▼

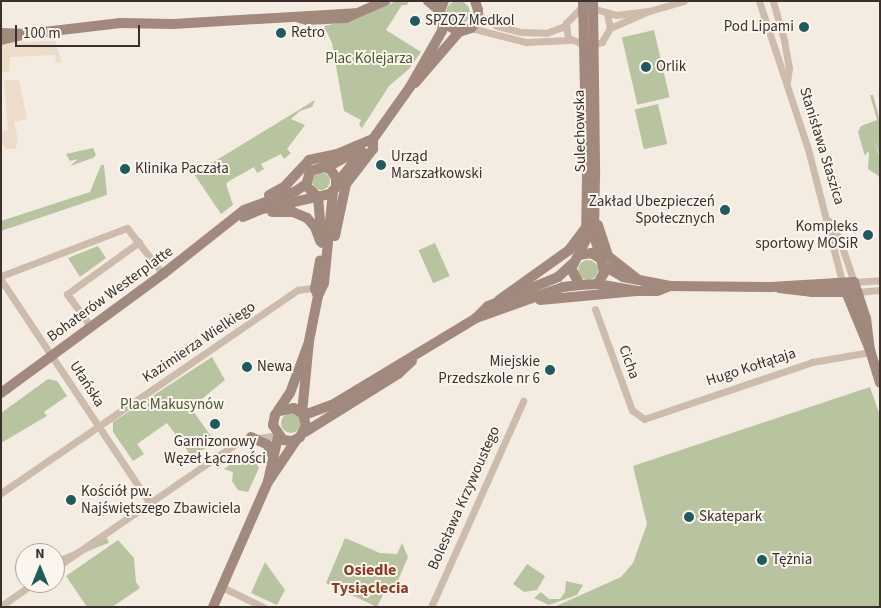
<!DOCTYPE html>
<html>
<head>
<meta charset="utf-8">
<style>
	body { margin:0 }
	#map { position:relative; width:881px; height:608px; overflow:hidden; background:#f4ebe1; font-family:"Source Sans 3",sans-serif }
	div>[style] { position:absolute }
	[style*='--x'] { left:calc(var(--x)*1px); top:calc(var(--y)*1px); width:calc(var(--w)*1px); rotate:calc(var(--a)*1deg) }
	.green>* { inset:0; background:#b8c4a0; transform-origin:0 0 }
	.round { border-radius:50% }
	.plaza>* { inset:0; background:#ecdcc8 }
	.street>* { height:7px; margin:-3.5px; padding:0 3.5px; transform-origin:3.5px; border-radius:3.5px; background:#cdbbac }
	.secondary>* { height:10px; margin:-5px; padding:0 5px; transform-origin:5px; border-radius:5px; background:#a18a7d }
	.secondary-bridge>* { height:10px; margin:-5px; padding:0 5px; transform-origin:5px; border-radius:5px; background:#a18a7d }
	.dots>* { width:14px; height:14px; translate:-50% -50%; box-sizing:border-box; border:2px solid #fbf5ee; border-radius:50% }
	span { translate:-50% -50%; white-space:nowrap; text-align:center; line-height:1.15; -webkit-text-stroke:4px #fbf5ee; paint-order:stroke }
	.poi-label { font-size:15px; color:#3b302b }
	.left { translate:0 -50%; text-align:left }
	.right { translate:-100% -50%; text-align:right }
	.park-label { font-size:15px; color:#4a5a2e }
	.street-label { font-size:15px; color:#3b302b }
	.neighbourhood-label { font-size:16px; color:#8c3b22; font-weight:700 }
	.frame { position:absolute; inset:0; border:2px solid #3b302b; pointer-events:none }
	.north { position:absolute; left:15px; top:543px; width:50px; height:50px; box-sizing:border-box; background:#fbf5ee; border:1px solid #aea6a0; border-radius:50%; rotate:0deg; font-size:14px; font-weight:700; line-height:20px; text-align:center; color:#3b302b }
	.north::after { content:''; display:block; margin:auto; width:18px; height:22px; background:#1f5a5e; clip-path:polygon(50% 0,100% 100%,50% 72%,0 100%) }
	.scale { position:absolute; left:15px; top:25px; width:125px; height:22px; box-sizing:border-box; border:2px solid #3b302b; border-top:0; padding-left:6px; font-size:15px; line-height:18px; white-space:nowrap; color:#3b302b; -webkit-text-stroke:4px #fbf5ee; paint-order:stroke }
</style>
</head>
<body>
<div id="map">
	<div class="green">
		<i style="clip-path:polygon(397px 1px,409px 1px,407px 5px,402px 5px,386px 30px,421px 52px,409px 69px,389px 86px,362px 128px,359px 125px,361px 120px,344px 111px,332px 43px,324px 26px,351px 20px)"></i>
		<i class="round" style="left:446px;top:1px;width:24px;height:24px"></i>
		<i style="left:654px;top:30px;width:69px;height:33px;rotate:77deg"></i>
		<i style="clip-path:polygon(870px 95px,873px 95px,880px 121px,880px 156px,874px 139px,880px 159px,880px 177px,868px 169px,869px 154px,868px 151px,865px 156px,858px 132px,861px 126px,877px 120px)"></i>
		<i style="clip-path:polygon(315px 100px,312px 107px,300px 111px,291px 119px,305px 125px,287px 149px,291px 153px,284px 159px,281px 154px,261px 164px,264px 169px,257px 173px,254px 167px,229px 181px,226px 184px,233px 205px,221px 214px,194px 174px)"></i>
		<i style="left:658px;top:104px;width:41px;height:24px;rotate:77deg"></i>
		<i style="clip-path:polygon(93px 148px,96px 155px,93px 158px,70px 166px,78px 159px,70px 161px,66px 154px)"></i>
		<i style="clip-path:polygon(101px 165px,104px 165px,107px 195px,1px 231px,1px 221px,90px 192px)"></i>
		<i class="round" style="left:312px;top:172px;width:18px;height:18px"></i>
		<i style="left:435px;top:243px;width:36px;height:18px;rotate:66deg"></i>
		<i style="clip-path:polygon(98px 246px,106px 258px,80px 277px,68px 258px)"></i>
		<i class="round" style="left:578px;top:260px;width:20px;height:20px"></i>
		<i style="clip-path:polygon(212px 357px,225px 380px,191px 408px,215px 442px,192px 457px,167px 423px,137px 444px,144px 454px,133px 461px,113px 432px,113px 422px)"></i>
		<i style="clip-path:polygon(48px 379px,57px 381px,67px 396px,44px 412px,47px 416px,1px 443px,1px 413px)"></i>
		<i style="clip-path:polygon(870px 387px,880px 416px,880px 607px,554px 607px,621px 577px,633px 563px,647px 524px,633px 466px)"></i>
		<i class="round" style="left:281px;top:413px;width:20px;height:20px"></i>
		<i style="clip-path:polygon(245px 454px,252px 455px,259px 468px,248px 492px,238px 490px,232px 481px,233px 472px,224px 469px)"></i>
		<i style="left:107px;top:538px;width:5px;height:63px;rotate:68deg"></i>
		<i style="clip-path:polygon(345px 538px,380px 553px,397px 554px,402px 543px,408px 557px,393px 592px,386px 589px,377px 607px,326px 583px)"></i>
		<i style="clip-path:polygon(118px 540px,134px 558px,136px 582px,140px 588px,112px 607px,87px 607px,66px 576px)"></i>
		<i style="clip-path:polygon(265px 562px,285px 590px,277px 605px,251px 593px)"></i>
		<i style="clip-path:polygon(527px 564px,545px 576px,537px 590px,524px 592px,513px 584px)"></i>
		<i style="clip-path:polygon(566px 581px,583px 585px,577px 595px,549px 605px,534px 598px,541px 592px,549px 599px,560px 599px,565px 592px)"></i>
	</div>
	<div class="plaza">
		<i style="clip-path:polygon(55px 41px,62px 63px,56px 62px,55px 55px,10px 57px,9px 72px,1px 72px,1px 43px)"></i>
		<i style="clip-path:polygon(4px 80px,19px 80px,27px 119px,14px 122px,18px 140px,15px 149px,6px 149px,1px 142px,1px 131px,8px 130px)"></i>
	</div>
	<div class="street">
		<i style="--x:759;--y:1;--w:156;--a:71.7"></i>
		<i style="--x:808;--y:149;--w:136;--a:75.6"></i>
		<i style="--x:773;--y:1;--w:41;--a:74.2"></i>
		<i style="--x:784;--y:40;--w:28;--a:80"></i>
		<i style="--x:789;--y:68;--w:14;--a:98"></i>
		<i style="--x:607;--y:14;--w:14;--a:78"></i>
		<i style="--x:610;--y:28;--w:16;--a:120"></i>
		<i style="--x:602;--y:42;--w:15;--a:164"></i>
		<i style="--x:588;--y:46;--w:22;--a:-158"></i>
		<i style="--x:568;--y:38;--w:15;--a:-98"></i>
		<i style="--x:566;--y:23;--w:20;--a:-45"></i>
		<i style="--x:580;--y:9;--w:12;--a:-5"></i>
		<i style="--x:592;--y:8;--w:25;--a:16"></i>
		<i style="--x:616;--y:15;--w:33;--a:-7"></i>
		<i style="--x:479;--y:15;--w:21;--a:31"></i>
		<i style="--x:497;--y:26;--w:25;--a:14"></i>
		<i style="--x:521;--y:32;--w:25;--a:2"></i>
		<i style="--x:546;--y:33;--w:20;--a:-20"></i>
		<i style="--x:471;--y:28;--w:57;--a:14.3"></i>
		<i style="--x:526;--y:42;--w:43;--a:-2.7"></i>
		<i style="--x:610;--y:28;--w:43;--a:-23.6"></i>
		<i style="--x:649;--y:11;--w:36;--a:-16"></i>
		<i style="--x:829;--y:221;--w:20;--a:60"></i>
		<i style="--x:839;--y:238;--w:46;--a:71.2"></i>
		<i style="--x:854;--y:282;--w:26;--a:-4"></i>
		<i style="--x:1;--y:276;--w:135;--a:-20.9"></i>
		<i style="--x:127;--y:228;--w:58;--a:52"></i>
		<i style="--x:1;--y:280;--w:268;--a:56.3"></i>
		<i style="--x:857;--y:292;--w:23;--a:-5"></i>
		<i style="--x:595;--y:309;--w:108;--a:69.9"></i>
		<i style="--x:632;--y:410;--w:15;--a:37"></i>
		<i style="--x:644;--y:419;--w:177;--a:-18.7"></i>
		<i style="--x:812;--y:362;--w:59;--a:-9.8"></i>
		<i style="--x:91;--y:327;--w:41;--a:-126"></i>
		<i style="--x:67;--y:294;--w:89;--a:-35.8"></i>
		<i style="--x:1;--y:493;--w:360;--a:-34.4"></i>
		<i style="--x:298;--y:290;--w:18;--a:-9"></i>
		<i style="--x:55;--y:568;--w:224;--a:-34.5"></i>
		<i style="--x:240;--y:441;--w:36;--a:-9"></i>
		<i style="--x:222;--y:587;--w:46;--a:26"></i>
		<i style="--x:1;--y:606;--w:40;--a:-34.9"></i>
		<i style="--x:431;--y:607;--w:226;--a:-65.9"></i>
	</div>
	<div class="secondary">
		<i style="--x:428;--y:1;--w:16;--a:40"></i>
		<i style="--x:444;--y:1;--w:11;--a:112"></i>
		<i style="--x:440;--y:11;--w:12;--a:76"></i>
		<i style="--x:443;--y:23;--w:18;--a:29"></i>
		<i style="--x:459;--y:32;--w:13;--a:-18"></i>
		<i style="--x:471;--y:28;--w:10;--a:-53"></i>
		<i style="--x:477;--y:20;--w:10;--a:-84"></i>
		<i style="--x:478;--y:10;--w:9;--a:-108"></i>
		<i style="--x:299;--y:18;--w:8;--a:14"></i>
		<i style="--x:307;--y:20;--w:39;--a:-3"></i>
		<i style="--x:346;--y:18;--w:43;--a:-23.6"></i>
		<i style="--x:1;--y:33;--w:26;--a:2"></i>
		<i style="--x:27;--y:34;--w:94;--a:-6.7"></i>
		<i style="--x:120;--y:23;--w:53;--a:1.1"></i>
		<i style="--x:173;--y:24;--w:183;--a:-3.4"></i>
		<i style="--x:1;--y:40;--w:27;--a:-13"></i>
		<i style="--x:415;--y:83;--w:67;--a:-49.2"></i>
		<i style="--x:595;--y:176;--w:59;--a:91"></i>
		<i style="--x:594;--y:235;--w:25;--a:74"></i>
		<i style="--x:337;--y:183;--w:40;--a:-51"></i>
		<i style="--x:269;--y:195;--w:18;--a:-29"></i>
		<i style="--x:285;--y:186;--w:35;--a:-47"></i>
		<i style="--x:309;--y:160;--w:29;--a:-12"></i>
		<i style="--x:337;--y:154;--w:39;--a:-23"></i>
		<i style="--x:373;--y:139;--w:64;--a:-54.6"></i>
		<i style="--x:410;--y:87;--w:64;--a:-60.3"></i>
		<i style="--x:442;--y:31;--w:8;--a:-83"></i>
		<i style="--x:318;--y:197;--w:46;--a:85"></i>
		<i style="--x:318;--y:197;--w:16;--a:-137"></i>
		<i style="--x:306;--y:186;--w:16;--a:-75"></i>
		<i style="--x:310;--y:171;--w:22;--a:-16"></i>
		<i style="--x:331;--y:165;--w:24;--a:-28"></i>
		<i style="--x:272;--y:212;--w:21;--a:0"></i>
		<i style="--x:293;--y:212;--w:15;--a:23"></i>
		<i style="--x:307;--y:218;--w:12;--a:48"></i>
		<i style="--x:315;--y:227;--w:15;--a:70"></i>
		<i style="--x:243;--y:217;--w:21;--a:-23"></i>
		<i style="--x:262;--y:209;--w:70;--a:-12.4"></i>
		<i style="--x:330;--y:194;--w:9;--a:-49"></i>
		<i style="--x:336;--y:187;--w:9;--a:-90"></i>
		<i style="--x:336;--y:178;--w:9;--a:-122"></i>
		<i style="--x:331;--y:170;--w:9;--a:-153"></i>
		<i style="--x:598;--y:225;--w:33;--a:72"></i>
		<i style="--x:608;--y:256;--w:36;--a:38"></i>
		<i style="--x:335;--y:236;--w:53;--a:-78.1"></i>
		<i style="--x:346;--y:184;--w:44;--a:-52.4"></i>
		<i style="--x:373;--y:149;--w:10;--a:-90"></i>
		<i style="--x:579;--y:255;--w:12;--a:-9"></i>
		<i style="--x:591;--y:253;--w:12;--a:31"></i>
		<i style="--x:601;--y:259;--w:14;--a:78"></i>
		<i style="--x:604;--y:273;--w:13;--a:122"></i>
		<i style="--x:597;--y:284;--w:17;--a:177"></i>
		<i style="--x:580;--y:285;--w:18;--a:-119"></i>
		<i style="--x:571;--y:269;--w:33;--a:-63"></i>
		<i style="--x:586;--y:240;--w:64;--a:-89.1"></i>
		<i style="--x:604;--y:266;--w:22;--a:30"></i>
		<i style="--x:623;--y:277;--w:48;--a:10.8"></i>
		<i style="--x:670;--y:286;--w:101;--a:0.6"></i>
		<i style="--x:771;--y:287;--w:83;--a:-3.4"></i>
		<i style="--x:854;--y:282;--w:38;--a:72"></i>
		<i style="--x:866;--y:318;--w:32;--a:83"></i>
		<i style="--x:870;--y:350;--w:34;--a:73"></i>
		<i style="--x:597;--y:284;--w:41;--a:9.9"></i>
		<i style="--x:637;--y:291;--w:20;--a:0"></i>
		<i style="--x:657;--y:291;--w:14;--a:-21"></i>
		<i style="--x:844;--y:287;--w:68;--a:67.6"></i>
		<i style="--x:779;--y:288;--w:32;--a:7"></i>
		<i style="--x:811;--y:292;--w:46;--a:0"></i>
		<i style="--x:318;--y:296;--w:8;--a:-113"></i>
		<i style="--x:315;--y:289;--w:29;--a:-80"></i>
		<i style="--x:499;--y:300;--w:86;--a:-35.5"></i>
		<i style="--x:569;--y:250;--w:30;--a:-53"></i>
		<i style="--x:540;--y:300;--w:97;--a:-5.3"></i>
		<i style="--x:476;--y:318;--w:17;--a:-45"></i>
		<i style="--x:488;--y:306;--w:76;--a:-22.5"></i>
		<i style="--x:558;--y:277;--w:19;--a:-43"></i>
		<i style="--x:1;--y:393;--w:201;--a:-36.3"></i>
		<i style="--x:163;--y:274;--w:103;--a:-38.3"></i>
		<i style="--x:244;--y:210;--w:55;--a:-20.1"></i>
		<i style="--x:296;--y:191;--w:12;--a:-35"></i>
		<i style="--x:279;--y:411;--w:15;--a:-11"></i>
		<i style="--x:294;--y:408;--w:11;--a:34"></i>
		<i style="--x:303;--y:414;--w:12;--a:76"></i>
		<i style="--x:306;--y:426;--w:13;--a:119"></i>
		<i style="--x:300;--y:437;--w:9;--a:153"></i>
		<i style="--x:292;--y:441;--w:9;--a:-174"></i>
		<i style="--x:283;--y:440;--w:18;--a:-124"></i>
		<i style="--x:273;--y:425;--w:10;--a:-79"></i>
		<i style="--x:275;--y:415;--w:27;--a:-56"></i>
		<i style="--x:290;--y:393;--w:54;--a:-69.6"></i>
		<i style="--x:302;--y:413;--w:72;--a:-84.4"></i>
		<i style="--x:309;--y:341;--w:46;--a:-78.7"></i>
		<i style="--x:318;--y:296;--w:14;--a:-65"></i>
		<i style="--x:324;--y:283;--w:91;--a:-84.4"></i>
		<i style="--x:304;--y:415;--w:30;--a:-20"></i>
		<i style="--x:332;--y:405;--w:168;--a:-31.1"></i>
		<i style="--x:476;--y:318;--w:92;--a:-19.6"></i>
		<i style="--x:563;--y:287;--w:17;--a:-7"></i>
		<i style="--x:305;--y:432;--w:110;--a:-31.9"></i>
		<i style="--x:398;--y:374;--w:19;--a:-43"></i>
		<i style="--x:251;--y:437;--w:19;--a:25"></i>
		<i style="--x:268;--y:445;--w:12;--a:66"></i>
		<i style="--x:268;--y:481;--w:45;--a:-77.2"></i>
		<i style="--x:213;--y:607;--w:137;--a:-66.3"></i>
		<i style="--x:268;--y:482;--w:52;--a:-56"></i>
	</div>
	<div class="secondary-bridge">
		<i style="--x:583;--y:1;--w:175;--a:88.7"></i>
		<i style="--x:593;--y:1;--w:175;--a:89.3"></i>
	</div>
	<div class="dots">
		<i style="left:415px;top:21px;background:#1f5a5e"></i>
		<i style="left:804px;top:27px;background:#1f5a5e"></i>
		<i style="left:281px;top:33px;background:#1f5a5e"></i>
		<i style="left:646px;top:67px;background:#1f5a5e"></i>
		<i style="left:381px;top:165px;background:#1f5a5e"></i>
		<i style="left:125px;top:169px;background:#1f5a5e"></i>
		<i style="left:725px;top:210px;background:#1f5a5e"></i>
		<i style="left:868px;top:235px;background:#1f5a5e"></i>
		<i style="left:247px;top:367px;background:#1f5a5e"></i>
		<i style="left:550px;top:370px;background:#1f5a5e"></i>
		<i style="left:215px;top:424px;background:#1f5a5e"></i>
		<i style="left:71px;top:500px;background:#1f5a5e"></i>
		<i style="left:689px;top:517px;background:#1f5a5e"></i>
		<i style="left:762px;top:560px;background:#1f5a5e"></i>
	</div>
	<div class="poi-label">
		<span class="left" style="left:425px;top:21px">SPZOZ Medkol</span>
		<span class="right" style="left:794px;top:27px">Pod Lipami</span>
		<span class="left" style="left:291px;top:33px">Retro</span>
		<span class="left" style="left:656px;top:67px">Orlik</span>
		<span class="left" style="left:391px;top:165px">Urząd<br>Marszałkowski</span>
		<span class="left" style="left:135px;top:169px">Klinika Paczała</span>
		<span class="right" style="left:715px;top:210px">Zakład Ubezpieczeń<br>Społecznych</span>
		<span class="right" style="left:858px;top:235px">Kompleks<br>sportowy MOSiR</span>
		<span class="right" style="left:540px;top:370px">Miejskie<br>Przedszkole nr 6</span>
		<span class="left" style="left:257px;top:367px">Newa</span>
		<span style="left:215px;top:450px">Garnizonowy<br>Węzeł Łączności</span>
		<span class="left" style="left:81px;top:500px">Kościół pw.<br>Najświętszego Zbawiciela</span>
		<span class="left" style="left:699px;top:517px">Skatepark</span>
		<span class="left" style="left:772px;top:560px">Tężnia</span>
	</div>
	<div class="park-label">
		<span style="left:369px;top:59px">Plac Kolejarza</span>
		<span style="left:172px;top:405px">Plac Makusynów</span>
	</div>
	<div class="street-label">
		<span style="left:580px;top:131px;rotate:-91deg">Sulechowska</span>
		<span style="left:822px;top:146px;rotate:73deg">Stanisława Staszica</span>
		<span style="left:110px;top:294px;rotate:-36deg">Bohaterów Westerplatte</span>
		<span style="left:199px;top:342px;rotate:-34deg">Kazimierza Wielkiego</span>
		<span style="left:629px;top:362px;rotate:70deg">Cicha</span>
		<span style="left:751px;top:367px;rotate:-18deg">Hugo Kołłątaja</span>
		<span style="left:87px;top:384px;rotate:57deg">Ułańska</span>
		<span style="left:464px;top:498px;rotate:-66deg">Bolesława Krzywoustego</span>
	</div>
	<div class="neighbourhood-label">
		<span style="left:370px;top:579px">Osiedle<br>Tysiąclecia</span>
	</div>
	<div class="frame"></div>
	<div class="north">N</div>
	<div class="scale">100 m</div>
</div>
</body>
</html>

▲
▼

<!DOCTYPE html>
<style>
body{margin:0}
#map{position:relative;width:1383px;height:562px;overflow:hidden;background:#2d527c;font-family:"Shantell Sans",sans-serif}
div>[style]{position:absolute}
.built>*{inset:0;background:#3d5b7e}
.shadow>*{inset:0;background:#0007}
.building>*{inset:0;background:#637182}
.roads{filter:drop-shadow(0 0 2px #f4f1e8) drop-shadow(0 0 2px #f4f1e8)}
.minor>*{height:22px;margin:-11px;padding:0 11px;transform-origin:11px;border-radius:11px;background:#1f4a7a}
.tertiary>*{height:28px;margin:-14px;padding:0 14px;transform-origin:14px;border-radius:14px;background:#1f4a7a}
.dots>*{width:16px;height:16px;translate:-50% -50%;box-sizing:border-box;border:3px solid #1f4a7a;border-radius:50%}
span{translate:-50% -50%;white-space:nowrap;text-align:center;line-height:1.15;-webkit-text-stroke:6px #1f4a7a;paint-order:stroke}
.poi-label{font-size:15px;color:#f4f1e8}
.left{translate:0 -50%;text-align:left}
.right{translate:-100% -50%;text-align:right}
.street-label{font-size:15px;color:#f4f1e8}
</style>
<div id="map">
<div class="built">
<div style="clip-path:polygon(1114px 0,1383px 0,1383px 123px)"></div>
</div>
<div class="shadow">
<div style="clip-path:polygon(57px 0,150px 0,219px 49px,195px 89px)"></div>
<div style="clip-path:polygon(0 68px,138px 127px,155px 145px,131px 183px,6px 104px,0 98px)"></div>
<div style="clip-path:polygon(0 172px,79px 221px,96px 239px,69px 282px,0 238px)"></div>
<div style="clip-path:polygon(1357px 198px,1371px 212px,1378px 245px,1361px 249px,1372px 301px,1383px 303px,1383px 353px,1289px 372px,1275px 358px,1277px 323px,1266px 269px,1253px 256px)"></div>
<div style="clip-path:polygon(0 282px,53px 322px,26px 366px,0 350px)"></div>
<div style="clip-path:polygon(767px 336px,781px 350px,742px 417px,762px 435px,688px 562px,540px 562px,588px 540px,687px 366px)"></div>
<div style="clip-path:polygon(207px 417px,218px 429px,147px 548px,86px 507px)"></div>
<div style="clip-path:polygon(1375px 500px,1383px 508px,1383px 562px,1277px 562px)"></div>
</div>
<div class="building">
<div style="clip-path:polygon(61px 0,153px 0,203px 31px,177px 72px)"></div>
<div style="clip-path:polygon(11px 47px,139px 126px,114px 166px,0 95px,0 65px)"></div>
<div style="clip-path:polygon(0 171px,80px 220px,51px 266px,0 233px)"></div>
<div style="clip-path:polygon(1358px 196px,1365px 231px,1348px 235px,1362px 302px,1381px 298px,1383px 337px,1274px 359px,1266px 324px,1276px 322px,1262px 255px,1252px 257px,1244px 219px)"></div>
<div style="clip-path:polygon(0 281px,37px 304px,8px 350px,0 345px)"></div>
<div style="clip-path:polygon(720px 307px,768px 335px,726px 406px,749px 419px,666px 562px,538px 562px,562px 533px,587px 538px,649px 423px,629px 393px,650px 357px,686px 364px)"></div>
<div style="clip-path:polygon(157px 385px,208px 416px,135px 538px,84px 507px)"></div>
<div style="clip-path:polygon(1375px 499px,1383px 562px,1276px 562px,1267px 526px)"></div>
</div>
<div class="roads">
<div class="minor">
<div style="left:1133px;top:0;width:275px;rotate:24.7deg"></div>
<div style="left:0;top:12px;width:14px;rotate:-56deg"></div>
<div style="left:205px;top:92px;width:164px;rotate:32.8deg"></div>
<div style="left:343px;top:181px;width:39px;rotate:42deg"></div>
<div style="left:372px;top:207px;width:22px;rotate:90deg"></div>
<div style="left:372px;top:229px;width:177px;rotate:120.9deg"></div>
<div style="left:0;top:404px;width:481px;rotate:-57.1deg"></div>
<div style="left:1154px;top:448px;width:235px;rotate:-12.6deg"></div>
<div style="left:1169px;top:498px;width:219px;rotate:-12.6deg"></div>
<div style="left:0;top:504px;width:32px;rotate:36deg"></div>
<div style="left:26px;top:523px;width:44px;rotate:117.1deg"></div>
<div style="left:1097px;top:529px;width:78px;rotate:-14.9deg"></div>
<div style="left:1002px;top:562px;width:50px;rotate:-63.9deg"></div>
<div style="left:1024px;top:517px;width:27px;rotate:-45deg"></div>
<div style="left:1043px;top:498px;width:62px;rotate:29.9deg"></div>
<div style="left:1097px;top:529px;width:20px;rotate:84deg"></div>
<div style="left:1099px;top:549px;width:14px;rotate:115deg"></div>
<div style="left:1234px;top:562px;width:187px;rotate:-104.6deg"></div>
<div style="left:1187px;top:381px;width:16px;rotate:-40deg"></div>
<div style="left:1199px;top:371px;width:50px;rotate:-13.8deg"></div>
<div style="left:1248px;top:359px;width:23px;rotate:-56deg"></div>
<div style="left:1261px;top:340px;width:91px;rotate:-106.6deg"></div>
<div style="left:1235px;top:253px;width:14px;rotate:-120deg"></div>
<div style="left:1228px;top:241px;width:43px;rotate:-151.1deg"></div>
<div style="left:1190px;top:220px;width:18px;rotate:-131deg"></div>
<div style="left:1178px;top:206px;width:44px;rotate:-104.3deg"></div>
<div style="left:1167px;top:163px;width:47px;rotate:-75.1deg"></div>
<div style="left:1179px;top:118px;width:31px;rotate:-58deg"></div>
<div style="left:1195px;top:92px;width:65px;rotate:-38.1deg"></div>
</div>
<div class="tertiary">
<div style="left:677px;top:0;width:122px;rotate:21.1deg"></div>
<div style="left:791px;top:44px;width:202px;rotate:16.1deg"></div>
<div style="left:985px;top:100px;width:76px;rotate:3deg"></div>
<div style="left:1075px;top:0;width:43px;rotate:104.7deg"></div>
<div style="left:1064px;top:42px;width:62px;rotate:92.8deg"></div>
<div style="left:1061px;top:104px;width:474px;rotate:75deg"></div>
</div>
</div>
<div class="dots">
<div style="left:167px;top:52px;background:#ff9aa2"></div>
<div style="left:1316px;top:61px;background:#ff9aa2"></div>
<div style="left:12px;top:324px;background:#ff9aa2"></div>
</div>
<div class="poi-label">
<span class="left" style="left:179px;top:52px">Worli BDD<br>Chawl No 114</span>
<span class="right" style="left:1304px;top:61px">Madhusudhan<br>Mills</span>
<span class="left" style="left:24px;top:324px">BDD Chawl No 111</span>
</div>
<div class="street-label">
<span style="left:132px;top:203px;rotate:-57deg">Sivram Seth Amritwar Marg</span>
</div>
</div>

▲

Look for the word "sans" in every line of the listing and copy the lines that have it.

	#map { position:relative; width:881px; height:608px; overflow:hidden; background:#f4ebe1; font-family:"Source Sans 3",sans-serif }
#map{position:relative;width:1383px;height:562px;overflow:hidden;background:#2d527c;font-family:"Shantell Sans",sans-serif}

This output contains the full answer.